## Assignment
Set down the entries again word for word, without any of the images.

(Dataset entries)
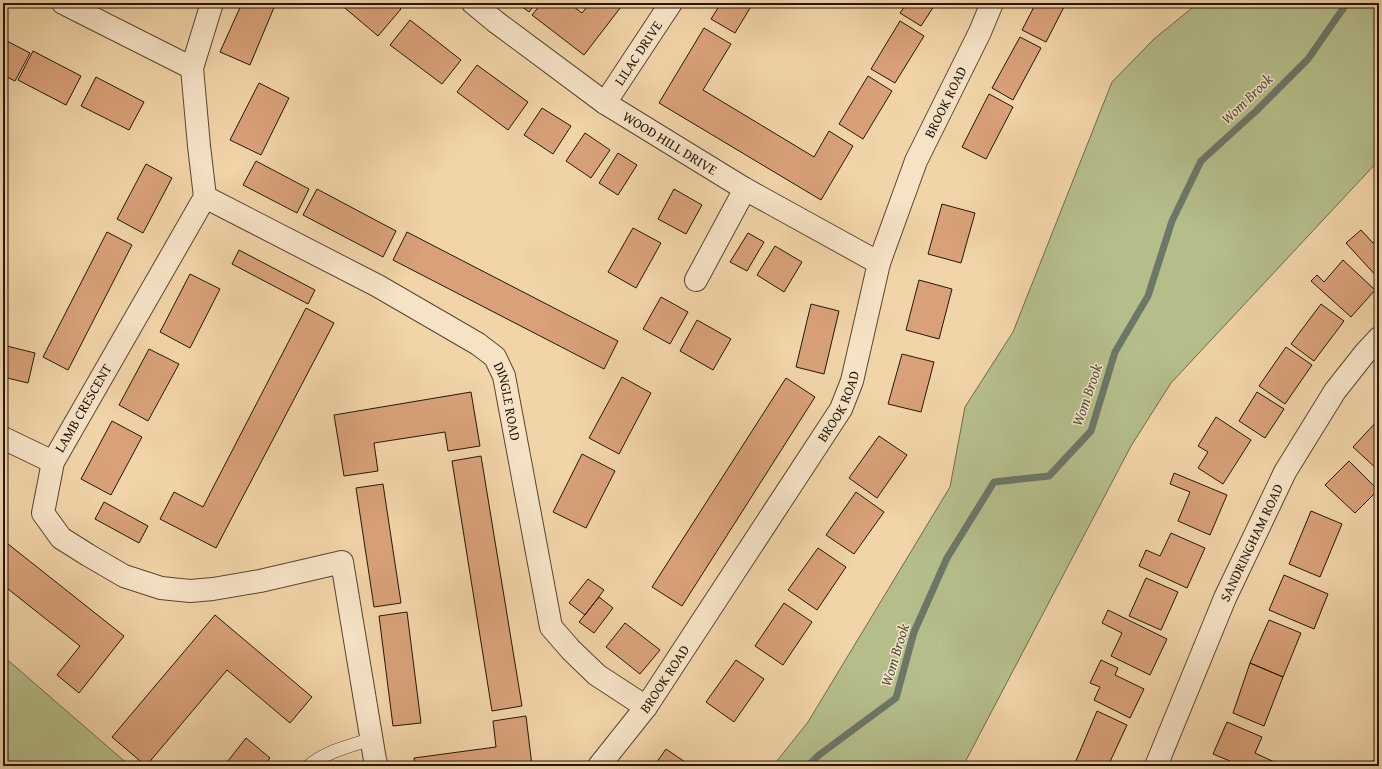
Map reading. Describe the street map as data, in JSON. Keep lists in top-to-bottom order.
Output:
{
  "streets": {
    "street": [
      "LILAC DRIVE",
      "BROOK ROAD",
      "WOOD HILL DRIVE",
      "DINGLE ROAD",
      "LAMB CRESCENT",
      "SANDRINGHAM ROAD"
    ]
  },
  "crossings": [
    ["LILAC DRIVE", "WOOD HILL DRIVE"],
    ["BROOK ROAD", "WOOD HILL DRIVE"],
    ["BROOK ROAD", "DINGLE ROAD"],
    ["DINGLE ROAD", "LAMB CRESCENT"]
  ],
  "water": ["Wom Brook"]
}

## Output of the task
Map reading. Describe the street map as data, in JSON. Keep lists in top-to-bottom order.
Output:
{
  "streets": {
    "street": [
      "LILAC DRIVE",
      "BROOK ROAD",
      "WOOD HILL DRIVE",
      "DINGLE ROAD",
      "LAMB CRESCENT",
      "SANDRINGHAM ROAD"
    ]
  },
  "crossings": [
    ["LILAC DRIVE", "WOOD HILL DRIVE"],
    ["BROOK ROAD", "WOOD HILL DRIVE"],
    ["BROOK ROAD", "DINGLE ROAD"],
    ["DINGLE ROAD", "LAMB CRESCENT"]
  ],
  "water": ["Wom Brook"]
}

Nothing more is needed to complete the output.